Usta Kaptanlar ayrıca, İstanbul Boğazı’ndan geçen ve draftı (gemi draftı – Bir geminin suyun altındaki kalan kısmı) 35 metre olan ULCC, 28 metre draftı olan VLCC’ ve 23 metre draftı olan Suezmax sınıfı büyük tankerlerin 20-25 metrelik derinlikteki kanaldan geçmesinin ve manevra yapmalarının çok zor olduğunu ve dümen kilitlenmesi durumda da zemini beton olan kanalda gemilerin demir tutturamayacağına özellikle altını çizdiler…
Bu durumda ise, Kanal İstanbul’un savunucularının en büyük savı olan İstanbul Boğazı’nın güvenliği için gemi trafiğinin Kanal İstanbul’a kaydırılacağı iddiası da gerçeklik payı taşımadığı ortaya çıktı. Böylece Kanal İstanbul’un, olsa olsa zenginler için yaratılmış bir mahallenin içinden geçen kanalda gezinti yapan küçük tekneler için geçiş yolu olacağı belli oluyor.
Bu durumu ilk olarak Habertürk yazarı Fatih Altaylı 2019 yılındaki yazısında Kanal İstanbul projesiyle ilgili olarak uzun yol kaptanlarıyla konuşmuş kaptanlar görüşlerini şu maddelerle aktarmıştı:
DERİNLİK ÇOK YETERSİZ: TANKERLER GEÇEMEZ
“Kanalın 25 metrelik derinliği çok yetersiz. Bugün tanker sınıfları kıyı tankerleri hariç minimum 20 metre su kesimine sahip. Daha net söylemek gerekirse en büyük tanker sınıfı olan ULCC’lerin draftı 35 metre, VLCC’lerin draftı 28 metre, Suezmax’ların 23 metre. Bugün petrol taşımacılığının büyük bölümü bu tankerlerle yapılıyor. Boğaz’da tehlike yaratacak büyüklükte olan tankerler bunlar ve 25 metrelik derinlikteki bir kanaldan bu tankerler geçemez. Herhalde bu kanalı kum taşıyan kosterler için yapmayacaklar.

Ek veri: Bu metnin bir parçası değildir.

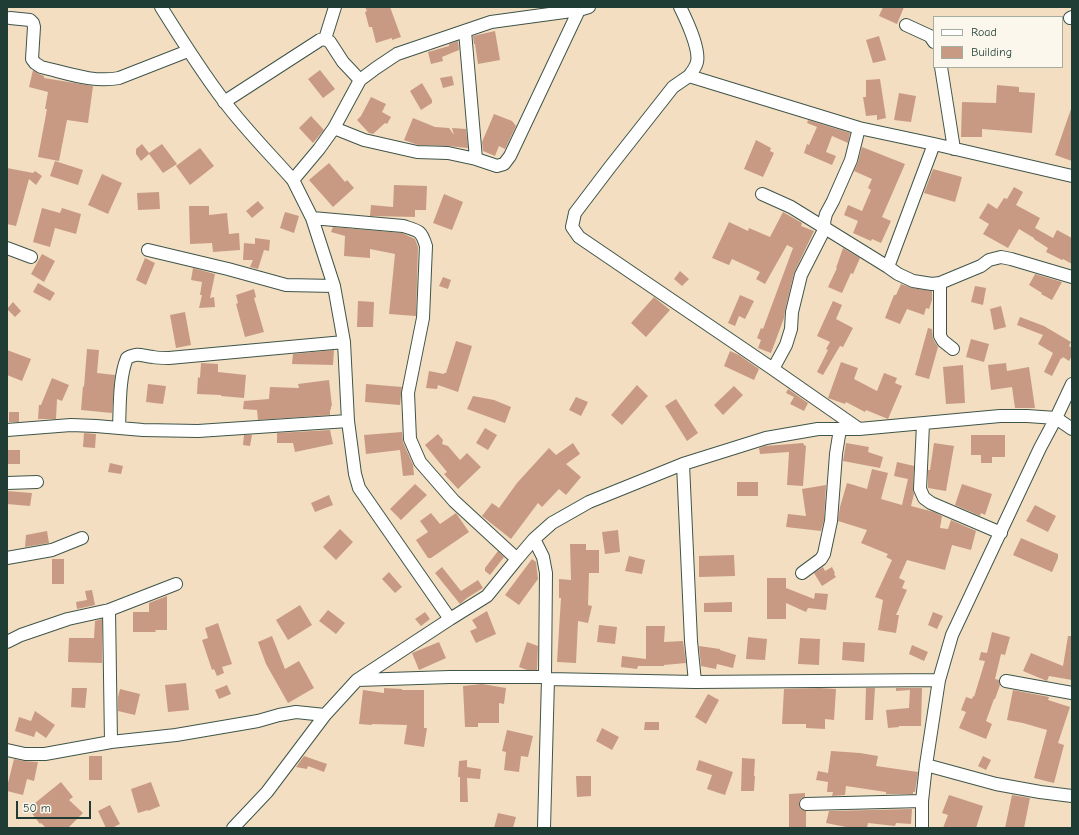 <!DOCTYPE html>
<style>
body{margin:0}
#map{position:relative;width:1079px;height:835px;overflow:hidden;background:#f3dec1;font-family:"Comic Neue",sans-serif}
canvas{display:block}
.frame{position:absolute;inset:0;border:8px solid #1f3d34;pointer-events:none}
.legend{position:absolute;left:933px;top:16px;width:130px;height:52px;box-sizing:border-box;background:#fbf7ec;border:1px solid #a3ada2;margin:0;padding:5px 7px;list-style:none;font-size:12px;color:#1f3d34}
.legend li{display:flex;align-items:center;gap:8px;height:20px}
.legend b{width:20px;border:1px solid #a3ada2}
.scale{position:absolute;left:16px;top:801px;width:75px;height:18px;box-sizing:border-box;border:2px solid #1f3d34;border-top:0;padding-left:5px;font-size:12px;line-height:14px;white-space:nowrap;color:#1f3d34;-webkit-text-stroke:3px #fbf7ec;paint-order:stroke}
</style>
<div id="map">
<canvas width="1079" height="835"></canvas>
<div class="frame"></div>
<ul class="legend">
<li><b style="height:5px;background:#fff"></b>Road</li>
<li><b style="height:11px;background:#c89a83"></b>Building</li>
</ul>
<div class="scale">50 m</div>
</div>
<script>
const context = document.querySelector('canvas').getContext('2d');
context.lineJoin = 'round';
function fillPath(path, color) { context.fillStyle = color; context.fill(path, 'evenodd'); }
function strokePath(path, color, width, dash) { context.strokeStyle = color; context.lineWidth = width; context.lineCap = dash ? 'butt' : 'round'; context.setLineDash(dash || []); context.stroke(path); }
const building = new Path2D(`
 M365,7H390L401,37L392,40V38L376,43L372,27H369L365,12L367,11Z
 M883,7H904L897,24L879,16Z
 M495,31L500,60L478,64L475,44H474L473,36Z
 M879,36L886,60L873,63L866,40Z
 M458,41L459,50L442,57L443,61L431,64L428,52L449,46V44Z
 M33,70L39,74L44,76V78L93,86L88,123L67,120L59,161L38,157L47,109H45L48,92L29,87Z
 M320,70L335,89L323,98L308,79Z
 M452,76L454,85L443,88L440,78Z
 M880,79L886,118L877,120V115L866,116L863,97H866V80Z
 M422,83L432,100V103L421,110L410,91Z
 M997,85L1019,87V92L1035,93L1032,133L982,129V137H961L962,102L996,103Z
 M899,93L916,96L911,122L894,120Z
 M371,97L386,104L382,112L391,117L387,124L385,123L373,134L369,133L357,120L361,116Z
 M1071,109H1072V161L1055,155Z
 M494,114L512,121L516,126L505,149L499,146L495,156L483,151L482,142Z
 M311,116L324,130L313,143L299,128Z
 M413,118L435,127L449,128L454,135L452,128L466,129L468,148L448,146L418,145L404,140Z
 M808,120L850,133L848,143L832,136L826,152L836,156L832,165L804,153L807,144L809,145L817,127L807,123Z
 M756,140L771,148L770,151L774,153L763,177L744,169Z
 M142,144L149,153L162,144L177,164L163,173L149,154L141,161L136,154V149Z
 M862,147L905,164L882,217L891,221L881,243L872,239L871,241L853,233L858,221L844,215L848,205L862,211L871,190L868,188L872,179L854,171L858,162Z
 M200,148L214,166L190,185L176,166Z
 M55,161L83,170L78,185L50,176Z
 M329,163L345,182L347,180L354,188L333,207L309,180Z
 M7,168L33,173L35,171L42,176L36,185L29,179L16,226L7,224Z
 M933,169L962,177L955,202L924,193Z
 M102,174L122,183L108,214L88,205Z
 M394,185L427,186L426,210H415V217L370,216L371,205L393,207Z
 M1014,187L1023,192L1016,205L1040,218L1035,228L1053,238L1057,230L1072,238V264L1063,259L1062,260L1046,252L1048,248L1034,239V238L1019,229L1008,248L983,234L989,224L979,218L988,203L997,209L1004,198L1007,199Z
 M159,192L160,209L138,210L137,193Z
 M444,194L463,202L452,230L433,223Z
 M258,201L264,208L252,218L246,211Z
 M189,206H209V215L227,213L229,234L239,233L240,250L213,252L212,243L190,244Z
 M42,208L60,213L62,208L81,214L76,234L55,228L50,247L33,242Z
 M285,212L299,216L294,233L280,228Z
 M783,212L802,223L801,226L814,231L794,273L785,310L784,318L771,353L758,348L761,340L757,338L761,328L763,329L793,248L787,245L765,284L756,279L760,272L732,259L729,265L712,258L729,222L748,231L749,228L770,237Z
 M333,227L402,233L415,239L418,247L416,316L389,314L395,254L370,249V258L344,256L345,236L331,232Z
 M255,238L270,240L269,251L264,250L258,269L250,267L253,260H243L244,243L255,244Z
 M843,248L860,258L853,274L851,273L842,293L828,287L837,268H836Z
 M42,254L55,261L44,282L31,274Z
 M145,258L155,263L146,285L136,280Z
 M193,268L215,274L210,298L214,297L215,307L199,308L202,295H200L202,282L191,280Z
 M680,271L689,279L682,286L674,279Z
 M1035,274L1062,282L1052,300L1041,294L1042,293L1029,285Z
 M443,277L451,280L448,289L439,286Z
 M38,283L55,293L50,301L33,292Z
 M901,284L912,288L932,291V300L929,309L926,308L924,315L907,309L900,324L885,318L894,295H896Z
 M975,286L986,288L983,305L971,302Z
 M254,289L256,297L254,298L264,332L245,337L236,304L238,303L236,295Z
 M740,295L754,301L745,319L739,316L735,326L728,323Z
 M654,297L670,310L646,337L631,323Z
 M358,301L374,302L373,327H357Z
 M833,301L842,305L836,319L853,328L843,347L840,346L823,375L817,372L828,350L826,349L830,342L817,336Z
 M13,302L21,311L15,317L7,309Z
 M1001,306L1006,327L994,330L990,309Z
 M185,312L191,345L176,348L170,315Z
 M1020,317L1044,326L1071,342L1069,346L1072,348V356L1069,361L1063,357L1062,359L1061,358L1052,376L1044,372L1053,353L1038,344L1043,335L1017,325Z
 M928,328L932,329L933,339L938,347L929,379L915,375Z
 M971,339L989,344L984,362L966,357Z
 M456,341L472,346L458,392L438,385L437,389L426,388L429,371L444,374V373H446Z
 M87,349L99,350L97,373L115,375L112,413L81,410L83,386L84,387Z
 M7,350L31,359L22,381L7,375Z
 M334,350L333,365L292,364L293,354Z
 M730,351L739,355L759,369L754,380L724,366Z
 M841,362L858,368L854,379L877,391L884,373L897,378L895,383L902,386L888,419L866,410L865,412L846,402L845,404L828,398Z
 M201,363L218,364V372L246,375L244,398L221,396V395L197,394L198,377L200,378Z
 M1006,363L1007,371L1029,367L1035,408H1015L1012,387L991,390L988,365Z
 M963,365L965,403L946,404L943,367Z
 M52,378L69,385L62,401L57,399L56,419H38L39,405H41Z
 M329,380L332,406H331V409L330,410V415L258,420L257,410L243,409L244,401L269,399L270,387L299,388L298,384Z
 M148,384L166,386L163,404L146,402Z
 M366,384L402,387L400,405L365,402Z
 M637,385L648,396L622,425L611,415Z
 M734,386L743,395L723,415L714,405Z
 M788,389L808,403L804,411L790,404L794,397L786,393Z
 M473,396L494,400L511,407L505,423L467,409Z
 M576,397L588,402L581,416L569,410Z
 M676,399L698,433L687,441L665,406Z
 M9,412H19V422H9Z
 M485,428L497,435L488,450L476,443Z
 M330,430L333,444L295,452L293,443H277V433Z
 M402,432L403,442L413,465L414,475L403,476L400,450L366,454L364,435Z
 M84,433L96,434L95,448L83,447Z
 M438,434L443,440L442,444L448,446L460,460L467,453L481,467L458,489L444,474L447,472L425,445Z
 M244,435H252L250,446L243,445Z
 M971,435H1005V457H992V463H981V455H971Z
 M573,443L580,454L566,464L581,477L566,495L559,489L542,507L538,503L511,539L482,516L492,503L499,508L517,483L549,448L556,455Z
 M803,443L804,445L806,446L803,486L787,485L789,452L760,454L759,448L765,446Z
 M846,443L869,447L868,452L883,457L880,468L843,461Z
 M934,443L954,446L946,491L928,488V470H930Z
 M7,450H20V464H7Z
 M897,462L914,466L913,489L914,494L911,506L934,512L942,516L940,528L948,529L951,520L976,531L971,550L952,545L945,570L907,560L899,578L905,581L902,588L907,590L896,615H899L896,633L878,630L883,600L875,597L892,560L886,557L888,554L861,543L867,530L838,521L840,507L847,483L867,489L872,469L888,473L881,499L902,505L908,479L894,476Z
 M110,463L123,466L121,474L108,472Z
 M737,482H758V496H737Z
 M415,484L427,495L401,520L390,509Z
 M962,484L992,494L985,515L981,513L980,516L955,505Z
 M826,485L824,520L821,531L786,527L788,514L806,516L802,489Z
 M7,491L32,493L30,506L7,504Z
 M329,495L333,505L315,512L311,503Z
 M1035,505L1056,516L1048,532L1026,521Z
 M431,513L440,524L456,513L469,532L431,558H428L416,540L428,532L420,521Z
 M340,529L353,542L336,560L323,547Z
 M618,530L620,552L605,554L602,532Z
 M47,531L49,543L25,547L26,535Z
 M1021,538L1058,554V558L1052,572L1013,555Z
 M570,544H586V550H599V573H589L588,605L592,606L588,623L578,621L576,663L557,662L561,598H559V579L571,580Z
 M498,551L504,557L490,575L485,571V568Z
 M734,555L735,576L699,577V556Z
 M629,556L645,560L642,574L625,571Z
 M52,559H64V584H52Z
 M532,559L536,562L538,579L519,605L505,595Z
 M442,567L461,591L478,580L483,588L467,598L460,604L435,573Z
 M823,567L825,571L832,567L835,573L834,574L836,577L822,586L814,573Z
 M389,572L402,587L395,593L382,579Z
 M767,578H786V588L814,599L815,593L828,594L826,610L808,608L806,612L786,603V619H767Z
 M92,590L95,605L77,609L76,602L87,600L85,591Z
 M167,596V630H155L156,632H133V612H149V603Z
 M732,602V612H704V603Z
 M300,605L312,625L288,640L276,620Z
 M328,610L345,623L336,634L319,621Z
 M487,611L496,634L476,643L470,631L477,628L472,620Z
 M425,612L430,619L421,626L415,619Z
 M933,612L943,616L937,629L928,625Z
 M102,619V663L68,662L69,638H94L95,621Z
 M218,623L232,664L222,667L224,673L217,676L214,669L212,670L202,640L208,638L205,628Z
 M599,625L617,627L615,644L597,642Z
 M646,626H665L664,642L683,641L686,663L664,665V666H638L637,669L621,667L622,656L646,659Z
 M992,632L1010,637L1005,655L1001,654L995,679L999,680L1000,685L995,699H994L986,721L992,724L986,739L959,728L966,712L961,710L966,697L972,699L973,696L974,697L985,661L979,660L981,652L987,653Z
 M272,636L285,669L299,661L314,688L288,703L266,664L258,642Z
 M1068,636H1072V680L1049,676L1047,681L1023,671L1031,653L1063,666Z
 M748,637L767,639L765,660L746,659Z
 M800,638L820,639L819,665L798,664Z
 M439,642L446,658L419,670L412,653Z
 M527,642L538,646L537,670H527L519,667Z
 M843,642L865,643L864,662L842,660Z
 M912,645L928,652L924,661L909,654Z
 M699,646L720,649V650L736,655L733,668L717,664L716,669L701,666Z
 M186,683L189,710L168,712L165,685Z
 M482,684L506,688L504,704L499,703V723H478V727H465L463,686Z
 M227,685L231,694L219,699L215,690Z
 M72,688H87L85,708L71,707Z
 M384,688L402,689V690H424V728H427L424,747L404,744L407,725L372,724V725L359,724L363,690L384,693Z
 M820,688L836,689L834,720L825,719V729L806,728V724H782L784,689Z
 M866,688H875L873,720H865Z
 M896,688H922L921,726H899V727L888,728L886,710L909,708L910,690L896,691Z
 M120,689L140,694L135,715L118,711V697Z
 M1013,690L1049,697L1048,700L1070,707L1058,743L1064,745L1054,783L1034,778L1047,730L1023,723L1007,720Z
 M708,694L719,700L706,724L695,717Z
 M35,711L55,725L46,738L36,731L34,737L15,731L19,717L31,721Z
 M645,722H659V730H644Z
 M602,728L619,737L612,750L596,741Z
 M507,730L533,736L528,757L521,756L519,772L504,770L506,752L502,751Z
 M831,751L860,753L878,756L876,766L918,772L915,792H913V794H886V792L846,786L845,795L832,796L833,792H827L828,782L816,780L818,771L828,773Z
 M89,756H102V780H89Z
 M304,756L327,764L324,772L308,766L307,769L296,767Z
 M983,756L991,760L986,770L978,766Z
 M742,758L755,759L754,776H755L754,791H741Z
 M14,759L24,761L38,762L34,781L27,779L23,795L7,791V787Z
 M467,760V767L481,769L480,779L467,778L468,802H460V777H458L459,761Z
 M699,760L733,772L725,795L707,789L712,775L696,770Z
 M576,776H591V796L577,797Z
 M61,782L73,797L69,800L83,813L68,828H46L41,823L40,824L31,812L37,807L35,806V803Z
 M151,782L160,806L148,811V810L138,813L131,789Z
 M805,793V797L802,798L800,800L799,804L800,808L802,810L806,811V828H789V794Z
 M949,795L983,806L976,828H943L948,815L942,813Z
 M1012,795L1030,798L1024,828H1005Z
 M110,805L120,824L112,828H106L98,811Z
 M912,809L911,824L896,823L895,826L868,823L867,828H851L826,823L829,811Z
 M498,813L516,817L513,828H494Z`);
const minor = new Path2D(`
 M161,7C181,39 201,71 224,101C245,129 270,154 293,180
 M680,7C686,19 700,49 697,62C696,67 692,72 689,76
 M10,18L30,20L33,23L34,27L32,59L35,63L41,67C67,73 93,83 119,78L188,51
 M1070,18L1072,17
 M906,25L930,36L934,42
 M465,31L476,159
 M325,39L335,7
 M941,67L954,149
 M224,102L320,40L325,39L330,42L343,62L360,80
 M334,128L364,140L417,152L448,153L476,159L497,166L504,164L510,156L579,10
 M762,194L791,207L888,267L898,274L913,281L932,284L940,283L981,266L989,260L1001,257L1011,259L1072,277
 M312,218L403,226C419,231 421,230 426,246L423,318L408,393L410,439L420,462L454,501L517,559
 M7,248L31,257
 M148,250L228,269L286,285L334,286
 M888,267L934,144
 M940,283V336L943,341L953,349
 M773,369L579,237L572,227L575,213L610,167L673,87L689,76L859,128
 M923,424L920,489L924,498L931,503L1001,533
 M119,427C120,406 119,377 127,358C139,352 141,356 153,357C158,358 163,358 169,358L344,342
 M859,429L773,369L786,345L791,329L792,312L801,275L825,228L824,222L826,214L833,201L851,160L859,128L934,144L1072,176
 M7,430L71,425L96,426L143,430L198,431L348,421
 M683,464L691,641L695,682
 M7,483L37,482
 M534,539L543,557L546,573L545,677
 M7,558L52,550L82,538
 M802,573L821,559L824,554L831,521L836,454L840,429
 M109,610L111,742
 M450,619L359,488L355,474L348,421L344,342L334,286L312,218L293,180L319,149L334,128L360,80L376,68L397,54L491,22L579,10L589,7
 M7,642L21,635L68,619L109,610L176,584
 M357,680L450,677H545L548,679L695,682L939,680
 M1006,681L1072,693
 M7,750L25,754H45L111,742L176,735L258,721L279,715L296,712L325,715
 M926,765L996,784L1040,792L1072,796
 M806,804L922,801
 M233,828L267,792L325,715L357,680L450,619L487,596L517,559L534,539L552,523L589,502L683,464L766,438L818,429H859L1000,416H1027L1056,418L1072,429
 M544,828L548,679
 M922,828V801L926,765L939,680L952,635L1040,448L1056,418L1072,384`);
fillPath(building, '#c89a83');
strokePath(minor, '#3f5549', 14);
strokePath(minor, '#fff', 12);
</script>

GEMİLERİN MANEVRA YAPMASI ÇOK ZOR
Kanal Karadeniz suyunu Marmara’ya taşıyacak. Yani kanaldaki su az tuzlu Karadeniz suyu olacak. Bu suyun kaldırma kapasitesi daha düşük olduğu için, 25 metrelik derinlik iyiden iyiye az gelecek. Çünkü bu suda gemiler daha fazla suya gömülür.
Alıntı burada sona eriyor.